Transportation Equity Summit Keeps the Pressure on Legislators
About 130 advocates from across the state turned out for this year’s Transportation Equity Summit May 16-17 in Sacramento, a first-ever combination of our annual “Bicycle Advocacy Day” with our ally TransForm’s annual “Transportation Choices Summit.”
The half-day conference and full day of legislative meetings kept the pressure on legislators to deliver a ‘yes’ vote on a package of bills that will increase investment in biking, walking, and public transit and prioritize low income Californians in the distribution of transportation resources. Acknowledging the history of transportation investments that benefit privileged communities while damaging low-income communities and people of color, the event sought to catalyze action for proposals that reverse that historic discrimination.
The opening plenary featured a smart discussion on equity in transportation moderated by CalBike’s Jeanie Ward-Waller and led by U.S. Department of Transportation Chief Opportunity Officer Stephanie Jones (pictured above). California Department of Transportation chief Malcolm Dougherty and Deputy Secretary for Transportation Kate White joined the discussion. Workshops helped participants understand the intersections among transportation and equity and walking and bicycling and transit and housing and shared mobility.
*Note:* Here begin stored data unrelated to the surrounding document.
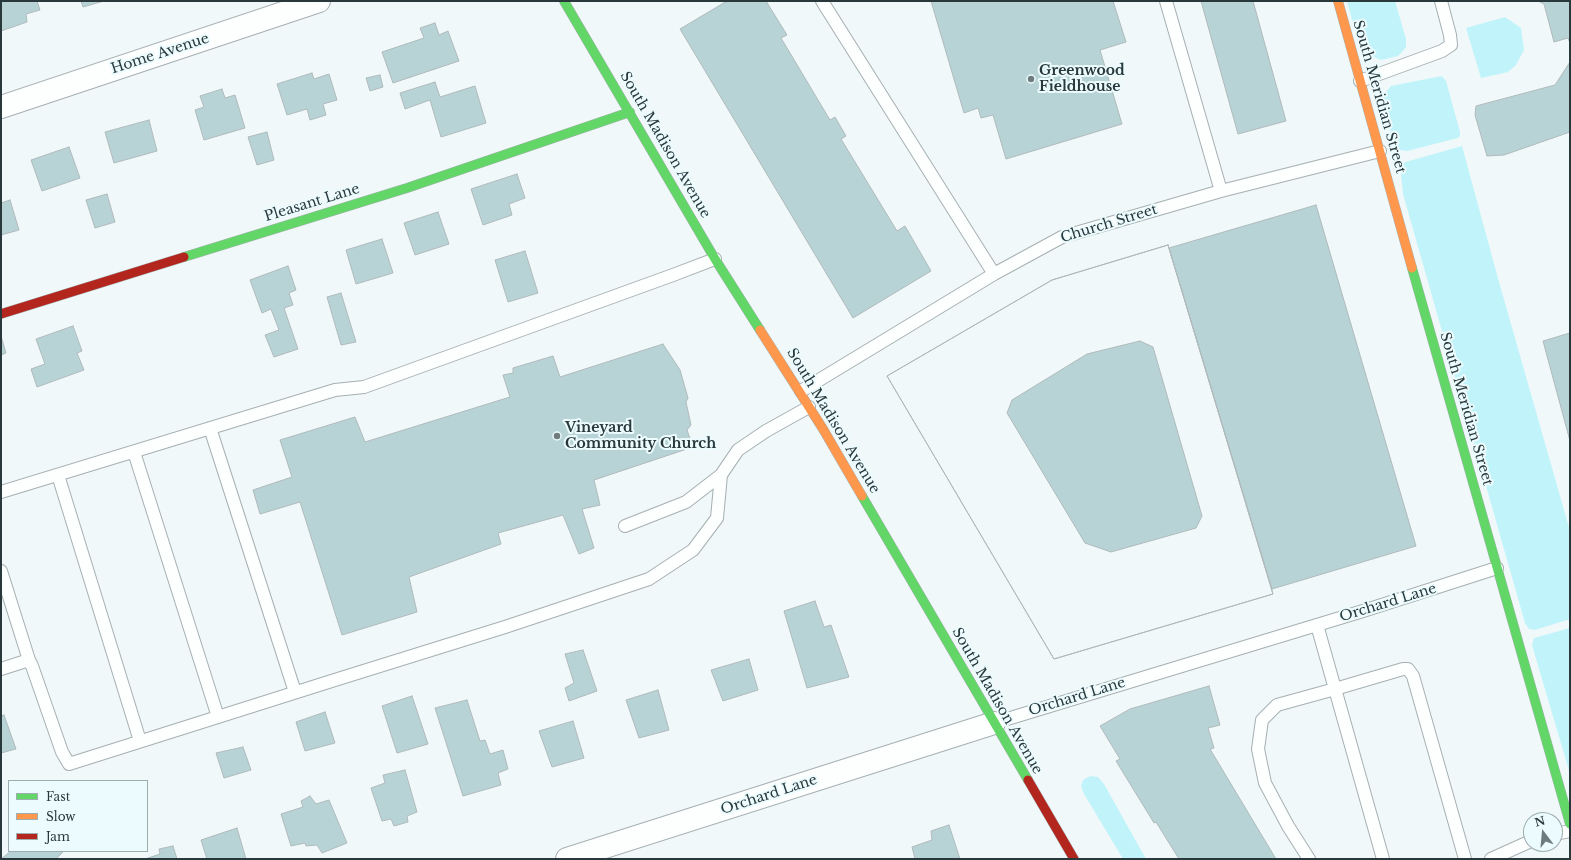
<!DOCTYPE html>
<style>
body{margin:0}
#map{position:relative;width:1571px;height:860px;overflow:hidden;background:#f0f8f9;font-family:"Libre Baskerville",serif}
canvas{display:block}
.frame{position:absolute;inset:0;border:2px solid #29393b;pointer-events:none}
.legend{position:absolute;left:8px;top:780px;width:140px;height:72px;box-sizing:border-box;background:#ecfbfd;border:1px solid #9eadaf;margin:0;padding:5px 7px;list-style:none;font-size:12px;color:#29393b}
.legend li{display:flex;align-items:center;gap:8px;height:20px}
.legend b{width:20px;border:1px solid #9eadaf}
.north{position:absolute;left:1523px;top:812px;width:40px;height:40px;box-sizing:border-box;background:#ecfbfd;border:1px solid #9eadaf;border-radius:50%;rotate:344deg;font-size:11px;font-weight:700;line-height:16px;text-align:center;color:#29393b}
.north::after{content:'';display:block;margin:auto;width:14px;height:18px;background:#6f7c7e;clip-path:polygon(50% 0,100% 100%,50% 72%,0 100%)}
</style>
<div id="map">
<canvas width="1571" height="860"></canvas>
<div class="frame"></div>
<ul class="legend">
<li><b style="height:5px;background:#63d668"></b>Fast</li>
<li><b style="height:5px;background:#ff974d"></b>Slow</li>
<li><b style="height:5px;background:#b3261e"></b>Jam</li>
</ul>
<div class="north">N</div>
</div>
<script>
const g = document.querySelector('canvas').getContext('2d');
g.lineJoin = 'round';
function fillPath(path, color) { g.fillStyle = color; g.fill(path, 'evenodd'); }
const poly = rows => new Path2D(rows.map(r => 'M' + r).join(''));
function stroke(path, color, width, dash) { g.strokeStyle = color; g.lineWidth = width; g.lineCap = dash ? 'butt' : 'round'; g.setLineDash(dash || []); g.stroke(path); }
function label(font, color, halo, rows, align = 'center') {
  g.font = font + ' "Libre Baskerville",serif'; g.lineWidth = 4; g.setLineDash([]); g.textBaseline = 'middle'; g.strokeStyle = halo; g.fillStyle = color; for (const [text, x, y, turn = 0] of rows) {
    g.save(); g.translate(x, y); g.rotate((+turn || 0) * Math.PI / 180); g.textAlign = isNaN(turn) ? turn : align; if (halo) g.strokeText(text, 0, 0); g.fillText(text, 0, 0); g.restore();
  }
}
fillPath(poly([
 [1347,1,1395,1,1406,39,1406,47,1402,52,1398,56,1381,60,1372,56,1363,49,1357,38],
 [1505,17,1521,28,1524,50,1516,65,1508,72,1481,78,1466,28],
 [1442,76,1446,81,1460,132,1460,136,1458,138,1407,151,1400,150,1396,145,1382,108,1381,101,1386,92,1391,86],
 [1462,146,1499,282,1570,531,1570,619,1535,630,1529,629,1525,623,1403,194,1401,175,1402,163],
 [1570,628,1570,774,1532,645,1534,638],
 [1090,776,1098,777,1104,784,1146,859,1123,859,1084,794,1081,786,1083,780]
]), '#c1f4fa');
const building = poly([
 [1,1,37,1,40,10,26,14,27,22,1,31,1,1],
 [81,1,104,1,83,7,81,1],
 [727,1,766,1,787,35,781,38,830,120,835,117,846,136,841,139,897,231,905,226,931,271,853,318,680,29,727,1],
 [931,1,1113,1,1126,42,1100,50,1122,124,1006,159,993,115,981,118,978,108,964,113,931,1],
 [1201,1,1253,1,1286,121,1238,134,1201,1],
 [1538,1,1570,1,1570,43,1568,38,1554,42,1544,4,1538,1],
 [435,23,439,35,448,31,459,61,393,83,382,52,424,38,420,28,435,23],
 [1570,62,1570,132,1504,155,1487,156,1475,115,1476,106,1555,85,1570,62],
 [312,73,314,79,329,74,337,100,323,104,326,115,310,120,307,109,287,115,277,84,312,73],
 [380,75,383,87,370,91,366,78,380,75],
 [435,82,440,97,475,86,486,123,441,137,430,100,405,109,400,93,435,82],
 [222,89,225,98,235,95,245,128,204,140,195,110,204,107,200,96,222,89],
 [149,120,157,151,114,163,105,132,149,120],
 [267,132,274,160,257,165,248,137,267,132],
 [69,147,80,178,42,191,31,160,69,147],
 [517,174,525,198,509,204,512,215,483,225,471,189,517,174],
 [107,194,115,222,95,228,86,200,107,194],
 [10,200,19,230,1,235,1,203,10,200],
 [1316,205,1416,546,1272,589,1169,248,1316,205],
 [438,212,449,244,415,255,404,223,438,212],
 [382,239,393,273,356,284,346,250,382,239],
 [1168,245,1273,594,1054,659,887,376,1052,280,1168,245],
 [1140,341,1153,347,1202,516,1196,528,1111,552,1085,543,1007,413,1012,400,1087,354,1140,341],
 [1168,245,1273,594,1054,659,887,376,1052,280,1168,245],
 [525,251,538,293,508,302,495,260,525,251],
 [288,266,296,290,289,293,293,305,284,308,298,349,274,357,265,335,279,330,271,309,262,313,250,280,288,266],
 [341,293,356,342,341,345,327,297,341,293],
 [73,326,82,351,77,353,84,370,37,387,31,369,45,364,36,339,73,326],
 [1570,333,1570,441,1543,341,1570,333],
 [1,336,6,353,1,355,1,336],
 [663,344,680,370,688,398,686,402,691,425,687,430,693,447,594,480,600,505,582,509,594,548,579,554,563,515,498,533,501,544,409,577,417,612,342,635,300,502,260,514,253,490,292,477,280,440,355,417,365,442,510,397,503,375,513,373,513,368,553,356,560,377,663,344],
 [815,601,824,627,831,625,849,677,807,688,784,611,815,601],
 [583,650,597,691,569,701,565,688,574,683,565,654,583,650],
 [749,659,758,690,723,701,711,670,749,659],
 [1209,686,1220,725,1208,728,1214,748,1210,749,1276,859,1179,859,1156,822,1154,823,1116,761,1120,759,1100,726,1130,709,1209,686],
 [658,690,669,730,639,738,626,700,658,690],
 [412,696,428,744,397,753,382,706,412,696],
 [467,700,480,741,485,740,490,754,503,750,508,769,498,773,501,785,463,796,435,708,467,700],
 [325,712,335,743,305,751,296,722,325,712],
 [4,715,16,749,1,753,1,716,4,715],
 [573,721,584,758,552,767,539,731,573,721],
 [243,747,251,770,224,778,216,753,243,747],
 [405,770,417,812,407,816,408,822,394,826,391,819,382,821,371,788,385,783,383,775,405,770],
 [310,796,316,804,329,800,347,843,322,853,317,845,306,846,305,843,291,846,281,814,303,807,301,801,310,796],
 [949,825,960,859,915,859,912,847,932,840,931,831,949,825],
 [237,828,246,859,207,859,201,840,237,828],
 [173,846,177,859,145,859,160,854,159,849,173,846],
 [11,851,64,851,56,859,1,859,11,851]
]);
fillPath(building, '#b7d3d6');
stroke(building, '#b0babc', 1);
const lane = poly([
 [822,1,994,274],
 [1166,1,1221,191],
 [1360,81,1442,51,1451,45,1450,35,1441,1],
 [801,391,994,274,1062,237,1221,191,1380,151],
 [210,428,295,692],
 [134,452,218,717],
 [58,475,140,741],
 [1,492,335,390,364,387,673,275,715,259],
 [625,526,686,502,721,475],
 [1,571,29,660,32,666,62,752,69,764,338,679,505,627,649,579,693,550,717,518,721,475,738,450,766,431,809,407],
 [1317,625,1383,859],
 [1,669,29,660],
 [994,723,1363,611,1497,568],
 [1555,834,1570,831],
 [1309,859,1288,826,1265,783,1258,749,1262,720,1277,705,1335,689,1403,669,1408,669,1413,676,1465,859],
 [1491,859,1531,841]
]);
const street = poly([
 [1,107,319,1],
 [567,859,994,723]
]);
const fast = poly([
 [564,1,715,259,760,330],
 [184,257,407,188,630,112],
 [1412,268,1570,824],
 [862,496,1028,780]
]);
const slow = poly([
 [1338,1,1412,268],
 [760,330,823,429,862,496]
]);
const jam = poly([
 [1,314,184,257],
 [1028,780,1074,859]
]);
stroke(lane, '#a6b0b2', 14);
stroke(street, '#a6b0b2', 24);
stroke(fast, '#a6b0b2', 10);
stroke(slow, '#a6b0b2', 10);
stroke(jam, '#a6b0b2', 10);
stroke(lane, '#fdfefe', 12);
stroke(street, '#fdfefe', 22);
stroke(fast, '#63d668', 9);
stroke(slow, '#ff974d', 9);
stroke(jam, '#b3261e', 9);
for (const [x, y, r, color] of [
 [1031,79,4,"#6f7c7e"],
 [557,436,4,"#6f7c7e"]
]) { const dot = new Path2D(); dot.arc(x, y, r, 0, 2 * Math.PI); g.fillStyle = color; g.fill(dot); stroke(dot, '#ecfbfd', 1.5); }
label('14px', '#29393b', '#ecfbfd', [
 ["Home Avenue",160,54,-18],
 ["South Meridian Street",1379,97,74],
 ["South Madison Avenue",665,145,60],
 ["Pleasant Lane",312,203,-17],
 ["Church Street",1109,224,-17],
 ["South Meridian Street",1466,409,74],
 ["South Madison Avenue",833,421,59],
 ["Orchard Lane",1388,603,-17],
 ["Orchard Lane",1077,697,-17],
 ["South Madison Avenue",997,701,60],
 ["Orchard Lane",769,795,-18]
]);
label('bold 14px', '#29393b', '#ecfbfd', [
 ["Greenwood",1039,71],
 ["Fieldhouse",1039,87],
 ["Vineyard",565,428],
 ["Community Church",565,444]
], 'left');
</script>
A half-day of workshops and networking on Monday was followed by a reception honoring three legislative champions of transportation equity. At a fun party at the elegantly beautiful and historic Sacramento International Hostel in downtown Sacramento, CalBike and Transform presented awards to Assemblymembers Chris Holden, Eduardo Garcia, and Richard Bloom.
On Tuesday, advocates teamed up by region to meet with their representatives to urge their support of the bill package. Ward-Waller and TransForm’s Josh Stark briefed participants on the bills (pictured below). Organizer Katie Valenzuela Garcia maintained HQ in the capitol’s sixth floor cafeteria where participants came to report on the results of their meetings and any necessary follow-up actions.
This event represented the first time that the California Bicycle Coalition collaborated with TransForm on a Sacramento summit and lobby day addressing a broad range of interests. Previous Bicycle Coalition events were restricted to bicycling interests. It was also the first to specifically highlight equity as the primary concern.
“Linking with a broader agenda definitely improved our event. It made us more relevant, more powerful, and made the event more exciting. It also helped to inject bicycling more strongly into the transportation equity discussion,” said California Bicycle Coalition Executive Director Dave Snyder.
Snyder and TransForm Executive Director Stuart Cohen met briefly after the event to share their impressions and concluded they should do another one next year.